_Task brief_:
Each record below should be printed exactly as it was written.

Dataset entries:
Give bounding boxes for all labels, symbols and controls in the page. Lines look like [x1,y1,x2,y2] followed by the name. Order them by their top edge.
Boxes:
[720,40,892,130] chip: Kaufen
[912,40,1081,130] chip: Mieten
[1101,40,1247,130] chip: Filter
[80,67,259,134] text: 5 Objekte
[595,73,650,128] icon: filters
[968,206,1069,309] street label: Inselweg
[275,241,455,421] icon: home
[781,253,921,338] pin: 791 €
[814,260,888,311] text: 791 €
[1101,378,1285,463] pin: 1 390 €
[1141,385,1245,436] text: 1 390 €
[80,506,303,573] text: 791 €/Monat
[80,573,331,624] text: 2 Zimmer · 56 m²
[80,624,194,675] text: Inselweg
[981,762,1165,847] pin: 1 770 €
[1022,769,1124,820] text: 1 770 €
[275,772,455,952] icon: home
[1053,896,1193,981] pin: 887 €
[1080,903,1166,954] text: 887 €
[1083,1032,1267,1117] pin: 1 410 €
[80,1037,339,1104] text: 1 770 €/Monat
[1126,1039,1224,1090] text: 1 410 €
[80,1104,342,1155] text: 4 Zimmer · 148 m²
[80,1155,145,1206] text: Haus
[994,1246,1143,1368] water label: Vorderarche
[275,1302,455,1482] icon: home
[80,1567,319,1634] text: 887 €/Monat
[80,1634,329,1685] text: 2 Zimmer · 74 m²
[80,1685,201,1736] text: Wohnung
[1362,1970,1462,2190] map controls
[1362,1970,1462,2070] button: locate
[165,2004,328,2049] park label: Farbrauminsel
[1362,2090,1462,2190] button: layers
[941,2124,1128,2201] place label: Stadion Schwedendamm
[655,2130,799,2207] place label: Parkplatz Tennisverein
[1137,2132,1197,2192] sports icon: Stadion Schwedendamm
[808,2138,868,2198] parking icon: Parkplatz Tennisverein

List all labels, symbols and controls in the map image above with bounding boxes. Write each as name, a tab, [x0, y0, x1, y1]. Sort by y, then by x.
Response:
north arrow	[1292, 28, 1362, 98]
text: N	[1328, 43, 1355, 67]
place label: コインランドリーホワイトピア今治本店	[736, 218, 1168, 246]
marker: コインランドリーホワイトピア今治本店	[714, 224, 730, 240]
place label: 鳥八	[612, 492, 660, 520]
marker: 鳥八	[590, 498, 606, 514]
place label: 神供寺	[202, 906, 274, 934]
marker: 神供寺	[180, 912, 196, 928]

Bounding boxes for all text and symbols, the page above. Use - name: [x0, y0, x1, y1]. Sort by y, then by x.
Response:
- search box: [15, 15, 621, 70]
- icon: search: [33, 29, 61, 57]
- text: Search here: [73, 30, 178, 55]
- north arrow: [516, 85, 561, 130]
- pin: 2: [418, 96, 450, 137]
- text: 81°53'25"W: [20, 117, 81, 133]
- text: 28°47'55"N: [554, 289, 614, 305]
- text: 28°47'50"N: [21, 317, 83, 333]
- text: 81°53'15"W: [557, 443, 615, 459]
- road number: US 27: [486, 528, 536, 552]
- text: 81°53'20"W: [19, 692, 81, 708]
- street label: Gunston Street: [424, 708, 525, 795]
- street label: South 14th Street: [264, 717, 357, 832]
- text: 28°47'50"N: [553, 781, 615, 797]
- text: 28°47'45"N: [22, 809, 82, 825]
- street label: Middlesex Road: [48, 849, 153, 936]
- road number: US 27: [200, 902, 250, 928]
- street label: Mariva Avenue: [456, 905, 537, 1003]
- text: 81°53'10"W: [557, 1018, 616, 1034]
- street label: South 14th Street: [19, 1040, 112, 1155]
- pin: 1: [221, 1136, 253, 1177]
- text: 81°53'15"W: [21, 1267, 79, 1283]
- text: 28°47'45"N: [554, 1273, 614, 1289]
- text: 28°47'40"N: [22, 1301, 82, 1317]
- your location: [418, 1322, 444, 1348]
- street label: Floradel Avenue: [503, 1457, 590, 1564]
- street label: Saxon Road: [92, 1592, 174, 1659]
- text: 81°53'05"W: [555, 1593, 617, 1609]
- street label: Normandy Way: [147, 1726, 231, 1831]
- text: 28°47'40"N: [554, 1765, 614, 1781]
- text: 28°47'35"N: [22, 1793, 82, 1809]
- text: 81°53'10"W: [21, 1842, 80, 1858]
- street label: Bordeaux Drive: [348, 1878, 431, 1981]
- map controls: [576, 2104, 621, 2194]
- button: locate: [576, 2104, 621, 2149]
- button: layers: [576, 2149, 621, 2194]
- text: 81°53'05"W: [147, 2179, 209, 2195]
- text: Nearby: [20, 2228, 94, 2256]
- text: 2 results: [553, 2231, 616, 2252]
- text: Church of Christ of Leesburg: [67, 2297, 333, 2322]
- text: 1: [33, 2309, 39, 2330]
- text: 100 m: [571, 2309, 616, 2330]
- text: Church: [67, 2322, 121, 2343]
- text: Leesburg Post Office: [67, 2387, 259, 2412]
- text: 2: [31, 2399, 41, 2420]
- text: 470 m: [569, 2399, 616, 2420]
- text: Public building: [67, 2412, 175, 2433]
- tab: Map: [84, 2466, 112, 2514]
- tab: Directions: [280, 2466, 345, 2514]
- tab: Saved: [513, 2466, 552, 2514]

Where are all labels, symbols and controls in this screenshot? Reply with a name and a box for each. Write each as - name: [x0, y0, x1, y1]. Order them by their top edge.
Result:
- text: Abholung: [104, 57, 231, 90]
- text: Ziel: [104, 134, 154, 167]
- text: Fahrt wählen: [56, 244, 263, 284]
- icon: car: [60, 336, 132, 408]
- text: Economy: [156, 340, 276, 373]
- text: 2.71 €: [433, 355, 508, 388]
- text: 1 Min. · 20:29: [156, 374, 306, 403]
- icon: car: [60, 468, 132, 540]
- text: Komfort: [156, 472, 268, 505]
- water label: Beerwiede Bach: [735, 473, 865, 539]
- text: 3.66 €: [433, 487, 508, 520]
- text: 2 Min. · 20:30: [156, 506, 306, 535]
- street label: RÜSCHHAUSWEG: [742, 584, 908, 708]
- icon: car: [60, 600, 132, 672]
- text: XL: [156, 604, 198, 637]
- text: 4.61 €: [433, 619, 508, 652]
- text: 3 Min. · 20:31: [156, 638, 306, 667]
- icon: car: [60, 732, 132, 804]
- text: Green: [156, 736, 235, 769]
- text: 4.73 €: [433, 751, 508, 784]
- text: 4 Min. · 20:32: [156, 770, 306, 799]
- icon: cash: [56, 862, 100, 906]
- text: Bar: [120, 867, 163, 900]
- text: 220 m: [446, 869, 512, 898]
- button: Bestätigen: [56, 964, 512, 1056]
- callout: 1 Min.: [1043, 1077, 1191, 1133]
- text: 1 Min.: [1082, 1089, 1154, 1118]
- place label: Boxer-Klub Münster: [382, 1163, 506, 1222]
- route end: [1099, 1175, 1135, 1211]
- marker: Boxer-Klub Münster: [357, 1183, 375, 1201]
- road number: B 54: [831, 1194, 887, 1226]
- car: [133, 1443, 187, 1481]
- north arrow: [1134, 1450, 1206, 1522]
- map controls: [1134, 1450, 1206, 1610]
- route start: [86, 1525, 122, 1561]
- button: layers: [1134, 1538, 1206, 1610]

_Answer to the exercise_:
Give bounding boxes for all labels, symbols and controls in the page. Lines look like [x1,y1,x2,y2] followed by the name. Order them by their top edge.
Boxes:
[720,40,892,130] chip: Kaufen
[912,40,1081,130] chip: Mieten
[1101,40,1247,130] chip: Filter
[80,67,259,134] text: 5 Objekte
[595,73,650,128] icon: filters
[968,206,1069,309] street label: Inselweg
[275,241,455,421] icon: home
[781,253,921,338] pin: 791 €
[814,260,888,311] text: 791 €
[1101,378,1285,463] pin: 1 390 €
[1141,385,1245,436] text: 1 390 €
[80,506,303,573] text: 791 €/Monat
[80,573,331,624] text: 2 Zimmer · 56 m²
[80,624,194,675] text: Inselweg
[981,762,1165,847] pin: 1 770 €
[1022,769,1124,820] text: 1 770 €
[275,772,455,952] icon: home
[1053,896,1193,981] pin: 887 €
[1080,903,1166,954] text: 887 €
[1083,1032,1267,1117] pin: 1 410 €
[80,1037,339,1104] text: 1 770 €/Monat
[1126,1039,1224,1090] text: 1 410 €
[80,1104,342,1155] text: 4 Zimmer · 148 m²
[80,1155,145,1206] text: Haus
[994,1246,1143,1368] water label: Vorderarche
[275,1302,455,1482] icon: home
[80,1567,319,1634] text: 887 €/Monat
[80,1634,329,1685] text: 2 Zimmer · 74 m²
[80,1685,201,1736] text: Wohnung
[1362,1970,1462,2190] map controls
[1362,1970,1462,2070] button: locate
[165,2004,328,2049] park label: Farbrauminsel
[1362,2090,1462,2190] button: layers
[941,2124,1128,2201] place label: Stadion Schwedendamm
[655,2130,799,2207] place label: Parkplatz Tennisverein
[1137,2132,1197,2192] sports icon: Stadion Schwedendamm
[808,2138,868,2198] parking icon: Parkplatz Tennisverein

List all labels, symbols and controls in the map image above with bounding boxes. Write each as name, a tab, [x0, y0, x1, y1]. Sort by y, then by x.
Response:
north arrow	[1292, 28, 1362, 98]
text: N	[1328, 43, 1355, 67]
place label: コインランドリーホワイトピア今治本店	[736, 218, 1168, 246]
marker: コインランドリーホワイトピア今治本店	[714, 224, 730, 240]
place label: 鳥八	[612, 492, 660, 520]
marker: 鳥八	[590, 498, 606, 514]
place label: 神供寺	[202, 906, 274, 934]
marker: 神供寺	[180, 912, 196, 928]

Bounding boxes for all text and symbols, the page above. Use - name: [x0, y0, x1, y1]. Sort by y, then by x.
Response:
- search box: [15, 15, 621, 70]
- icon: search: [33, 29, 61, 57]
- text: Search here: [73, 30, 178, 55]
- north arrow: [516, 85, 561, 130]
- pin: 2: [418, 96, 450, 137]
- text: 81°53'25"W: [20, 117, 81, 133]
- text: 28°47'55"N: [554, 289, 614, 305]
- text: 28°47'50"N: [21, 317, 83, 333]
- text: 81°53'15"W: [557, 443, 615, 459]
- road number: US 27: [486, 528, 536, 552]
- text: 81°53'20"W: [19, 692, 81, 708]
- street label: Gunston Street: [424, 708, 525, 795]
- street label: South 14th Street: [264, 717, 357, 832]
- text: 28°47'50"N: [553, 781, 615, 797]
- text: 28°47'45"N: [22, 809, 82, 825]
- street label: Middlesex Road: [48, 849, 153, 936]
- road number: US 27: [200, 902, 250, 928]
- street label: Mariva Avenue: [456, 905, 537, 1003]
- text: 81°53'10"W: [557, 1018, 616, 1034]
- street label: South 14th Street: [19, 1040, 112, 1155]
- pin: 1: [221, 1136, 253, 1177]
- text: 81°53'15"W: [21, 1267, 79, 1283]
- text: 28°47'45"N: [554, 1273, 614, 1289]
- text: 28°47'40"N: [22, 1301, 82, 1317]
- your location: [418, 1322, 444, 1348]
- street label: Floradel Avenue: [503, 1457, 590, 1564]
- street label: Saxon Road: [92, 1592, 174, 1659]
- text: 81°53'05"W: [555, 1593, 617, 1609]
- street label: Normandy Way: [147, 1726, 231, 1831]
- text: 28°47'40"N: [554, 1765, 614, 1781]
- text: 28°47'35"N: [22, 1793, 82, 1809]
- text: 81°53'10"W: [21, 1842, 80, 1858]
- street label: Bordeaux Drive: [348, 1878, 431, 1981]
- map controls: [576, 2104, 621, 2194]
- button: locate: [576, 2104, 621, 2149]
- button: layers: [576, 2149, 621, 2194]
- text: 81°53'05"W: [147, 2179, 209, 2195]
- text: Nearby: [20, 2228, 94, 2256]
- text: 2 results: [553, 2231, 616, 2252]
- text: Church of Christ of Leesburg: [67, 2297, 333, 2322]
- text: 1: [33, 2309, 39, 2330]
- text: 100 m: [571, 2309, 616, 2330]
- text: Church: [67, 2322, 121, 2343]
- text: Leesburg Post Office: [67, 2387, 259, 2412]
- text: 2: [31, 2399, 41, 2420]
- text: 470 m: [569, 2399, 616, 2420]
- text: Public building: [67, 2412, 175, 2433]
- tab: Map: [84, 2466, 112, 2514]
- tab: Directions: [280, 2466, 345, 2514]
- tab: Saved: [513, 2466, 552, 2514]

Where are all labels, symbols and controls in this screenshot? Reply with a name and a box for each. Write each as - name: [x0, y0, x1, y1]. Order them by their top edge.
Result:
- text: Abholung: [104, 57, 231, 90]
- text: Ziel: [104, 134, 154, 167]
- text: Fahrt wählen: [56, 244, 263, 284]
- icon: car: [60, 336, 132, 408]
- text: Economy: [156, 340, 276, 373]
- text: 2.71 €: [433, 355, 508, 388]
- text: 1 Min. · 20:29: [156, 374, 306, 403]
- icon: car: [60, 468, 132, 540]
- text: Komfort: [156, 472, 268, 505]
- water label: Beerwiede Bach: [735, 473, 865, 539]
- text: 3.66 €: [433, 487, 508, 520]
- text: 2 Min. · 20:30: [156, 506, 306, 535]
- street label: RÜSCHHAUSWEG: [742, 584, 908, 708]
- icon: car: [60, 600, 132, 672]
- text: XL: [156, 604, 198, 637]
- text: 4.61 €: [433, 619, 508, 652]
- text: 3 Min. · 20:31: [156, 638, 306, 667]
- icon: car: [60, 732, 132, 804]
- text: Green: [156, 736, 235, 769]
- text: 4.73 €: [433, 751, 508, 784]
- text: 4 Min. · 20:32: [156, 770, 306, 799]
- icon: cash: [56, 862, 100, 906]
- text: Bar: [120, 867, 163, 900]
- text: 220 m: [446, 869, 512, 898]
- button: Bestätigen: [56, 964, 512, 1056]
- callout: 1 Min.: [1043, 1077, 1191, 1133]
- text: 1 Min.: [1082, 1089, 1154, 1118]
- place label: Boxer-Klub Münster: [382, 1163, 506, 1222]
- route end: [1099, 1175, 1135, 1211]
- marker: Boxer-Klub Münster: [357, 1183, 375, 1201]
- road number: B 54: [831, 1194, 887, 1226]
- car: [133, 1443, 187, 1481]
- north arrow: [1134, 1450, 1206, 1522]
- map controls: [1134, 1450, 1206, 1610]
- route start: [86, 1525, 122, 1561]
- button: layers: [1134, 1538, 1206, 1610]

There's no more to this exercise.